• Required action: Note each line in the data holding the string "solid" and report it.
++++ Data extract
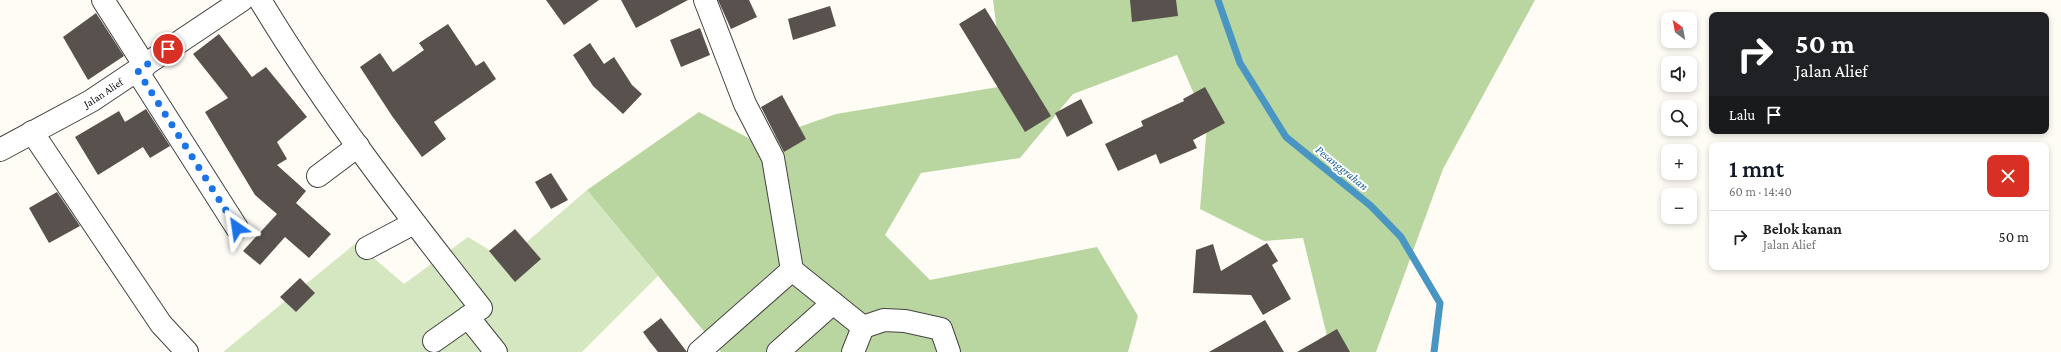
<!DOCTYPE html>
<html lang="id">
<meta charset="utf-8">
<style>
body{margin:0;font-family:"Crimson Pro",serif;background:#f6f6f6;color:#222;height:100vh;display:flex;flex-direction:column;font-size:15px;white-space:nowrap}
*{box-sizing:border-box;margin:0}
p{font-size:13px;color:#767676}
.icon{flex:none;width:22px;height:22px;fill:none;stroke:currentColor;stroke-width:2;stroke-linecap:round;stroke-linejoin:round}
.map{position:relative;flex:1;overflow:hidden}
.panel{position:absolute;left:1709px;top:142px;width:340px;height:128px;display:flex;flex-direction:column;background:#fff;border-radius:8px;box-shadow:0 2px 6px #0003}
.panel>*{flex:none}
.hud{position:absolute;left:1709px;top:12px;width:340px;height:122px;border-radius:8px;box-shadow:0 2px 6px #0003;background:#202124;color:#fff;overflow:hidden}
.needle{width:26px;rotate:328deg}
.controls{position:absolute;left:1661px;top:12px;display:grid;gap:8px}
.controls a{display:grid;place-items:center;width:36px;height:36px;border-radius:8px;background:#fff;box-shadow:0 2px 6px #0003;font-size:20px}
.pin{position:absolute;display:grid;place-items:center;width:34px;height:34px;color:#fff;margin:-17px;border:2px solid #fff;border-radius:50%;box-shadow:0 1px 4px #0007}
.me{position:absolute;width:44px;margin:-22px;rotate:328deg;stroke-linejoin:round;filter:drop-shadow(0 0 3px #0008)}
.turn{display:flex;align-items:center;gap:14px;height:84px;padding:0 20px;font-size:18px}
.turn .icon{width:52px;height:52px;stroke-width:2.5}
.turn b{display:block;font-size:28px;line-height:34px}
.then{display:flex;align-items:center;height:38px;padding:0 20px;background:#0003;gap:8px;font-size:15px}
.round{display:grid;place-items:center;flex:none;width:42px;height:42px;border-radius:8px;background:#f6f6f6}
.head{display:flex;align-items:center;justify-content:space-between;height:68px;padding:0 20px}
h1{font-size:24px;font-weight:600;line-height:30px;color:#111827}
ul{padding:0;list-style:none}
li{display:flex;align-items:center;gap:12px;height:52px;padding:0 20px;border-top:1px solid #e0e0e0}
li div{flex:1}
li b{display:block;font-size:15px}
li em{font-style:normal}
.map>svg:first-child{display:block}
</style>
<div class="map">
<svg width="2061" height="352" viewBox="0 0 2061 352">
<rect width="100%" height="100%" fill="#fefcf5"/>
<polygon fill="#d5e7c0" points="587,190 658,276 582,352 223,352 356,243 404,284 468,237 506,260"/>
<polygon fill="#bad6a0" points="993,0 1535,0 1443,169 1376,352 1331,352 1303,238 1264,241 1200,209 1207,124 1177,55 1073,94 1020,158 921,173 885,235 930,280 1097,247 1138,316 1128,352 721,352 587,190 699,112 756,142 836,114 1004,86"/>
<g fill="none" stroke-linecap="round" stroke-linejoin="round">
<polyline stroke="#4a96c3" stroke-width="7" points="1218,0 1240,63 1286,137 1371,206 1401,237 1440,303 1434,352"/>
</g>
<g fill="#58514d">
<polygon points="546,0 599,0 564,25"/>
<polygon points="621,0 688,0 636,28"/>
<polygon points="718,0 749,0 757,17 731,29"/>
<polygon points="1130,0 1176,0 1178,16 1132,22"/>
<polygon points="830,6 836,26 793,40 788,19"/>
<polygon points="985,8 1051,116 1025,132 959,24"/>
<polygon points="96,13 124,56 88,80 63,37"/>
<polygon points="448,24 476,66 484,61 496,79 434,122 446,139 422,157 392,116 360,67 380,53 393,72 424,50 419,43"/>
<polygon points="700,28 710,55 681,67 670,40"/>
<polygon points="219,34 252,77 266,67 307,117 277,142 287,159 277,165 306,191 296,203 331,234 309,258 285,237 260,265 243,251 277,214 255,195 205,112 228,98 193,54"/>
<polygon points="590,43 604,64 614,57 632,85 642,94 623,114 593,86 573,55"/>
<polygon points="1205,87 1225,123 1193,140 1197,148 1160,164 1156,154 1118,171 1105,144 1143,126 1141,121 1184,101 1183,99"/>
<polygon points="782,95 806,139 784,152 761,107"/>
<polygon points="1081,99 1093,123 1067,137 1055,113"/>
<polygon points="146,109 170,146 150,158 143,147 98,175 75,137 119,111 125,122"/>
<polygon points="551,173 568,200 551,209 535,182"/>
<polygon points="57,192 80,226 49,243 29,208"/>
<polygon points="515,229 541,259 515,282 489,251"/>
<polygon points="1267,243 1278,261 1272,265 1291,299 1263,315 1251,295 1193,293 1196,250 1213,244 1221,271"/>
<polygon points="300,278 315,293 296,312 280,297"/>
<polygon points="661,318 687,352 658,352 650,342 643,332"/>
<polygon points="1265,320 1284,352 1209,352"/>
<polygon points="1337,329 1350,352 1297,352"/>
</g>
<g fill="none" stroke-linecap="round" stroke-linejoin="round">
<defs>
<g id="minor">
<polyline points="103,0 145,66"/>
<path d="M260,0C325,108 403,209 481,308L468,317L496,352"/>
<polyline points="137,71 237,228"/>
<polyline points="32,132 161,324 187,352"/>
<path id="s1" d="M0,150L91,101L242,0"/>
<polyline points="318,176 358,146"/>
<polyline points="367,248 414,223"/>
<polyline points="792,270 863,327 884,320 905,321 941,329 949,352"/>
<polyline points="434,341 468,317"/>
<polyline points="699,352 792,270 773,158 745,104 705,0"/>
<polyline points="778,352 833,303"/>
<polyline points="853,352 863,327"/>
</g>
</defs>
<use href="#minor" stroke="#434343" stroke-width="24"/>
<use href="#minor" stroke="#fff" stroke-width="22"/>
</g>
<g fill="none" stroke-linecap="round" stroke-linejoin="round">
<polyline stroke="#1a73e8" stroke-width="7" stroke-dasharray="0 12.6" points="168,49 138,71 237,228"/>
</g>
<g text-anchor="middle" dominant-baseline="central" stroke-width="4" stroke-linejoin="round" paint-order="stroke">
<g font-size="11" fill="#101010" stroke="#fff">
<text stroke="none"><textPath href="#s1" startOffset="118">Jalan Alief</textPath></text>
</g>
<g font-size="12" font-style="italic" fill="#236999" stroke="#fff">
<text transform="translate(1342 168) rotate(39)">Pesanggrahan</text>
</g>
</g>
</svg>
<div class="controls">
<a><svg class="needle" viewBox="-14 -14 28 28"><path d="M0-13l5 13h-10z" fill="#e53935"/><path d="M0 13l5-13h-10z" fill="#767676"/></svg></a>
<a><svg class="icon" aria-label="sound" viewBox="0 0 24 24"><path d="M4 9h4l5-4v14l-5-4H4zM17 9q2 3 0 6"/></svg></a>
<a><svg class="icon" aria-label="search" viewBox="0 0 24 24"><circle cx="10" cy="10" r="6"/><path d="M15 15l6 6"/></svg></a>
<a>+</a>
<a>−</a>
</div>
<div class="pin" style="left:168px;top:49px;background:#d93025"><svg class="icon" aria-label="arrive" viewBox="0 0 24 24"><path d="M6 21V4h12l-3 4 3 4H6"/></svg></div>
<svg class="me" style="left:237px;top:228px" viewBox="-20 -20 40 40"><path d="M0-17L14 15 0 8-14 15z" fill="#1a73e8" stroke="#fff" stroke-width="4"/></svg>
<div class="hud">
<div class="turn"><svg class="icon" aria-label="right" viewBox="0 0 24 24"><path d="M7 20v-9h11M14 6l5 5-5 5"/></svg><div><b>50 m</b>Jalan Alief</div></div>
<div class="then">Lalu<svg class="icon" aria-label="arrive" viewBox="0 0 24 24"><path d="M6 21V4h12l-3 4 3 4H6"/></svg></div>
</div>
<section class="panel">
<div class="head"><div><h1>1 mnt</h1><p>60 m · 14:40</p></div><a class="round" style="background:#d93025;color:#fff"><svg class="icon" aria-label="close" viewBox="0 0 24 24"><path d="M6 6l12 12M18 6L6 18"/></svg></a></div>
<ul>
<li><svg class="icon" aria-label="right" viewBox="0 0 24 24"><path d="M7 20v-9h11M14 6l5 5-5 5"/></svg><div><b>Belok kanan</b><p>Jalan Alief</p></div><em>50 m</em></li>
</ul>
</section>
</div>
++++++++
• Written solution:
.pin{position:absolute;display:grid;place-items:center;width:34px;height:34px;color:#fff;margin:-17px;border:2px solid #fff;border-radius:50%;box-shadow:0 1px 4px #0007}
li{display:flex;align-items:center;gap:12px;height:52px;padding:0 20px;border-top:1px solid #e0e0e0}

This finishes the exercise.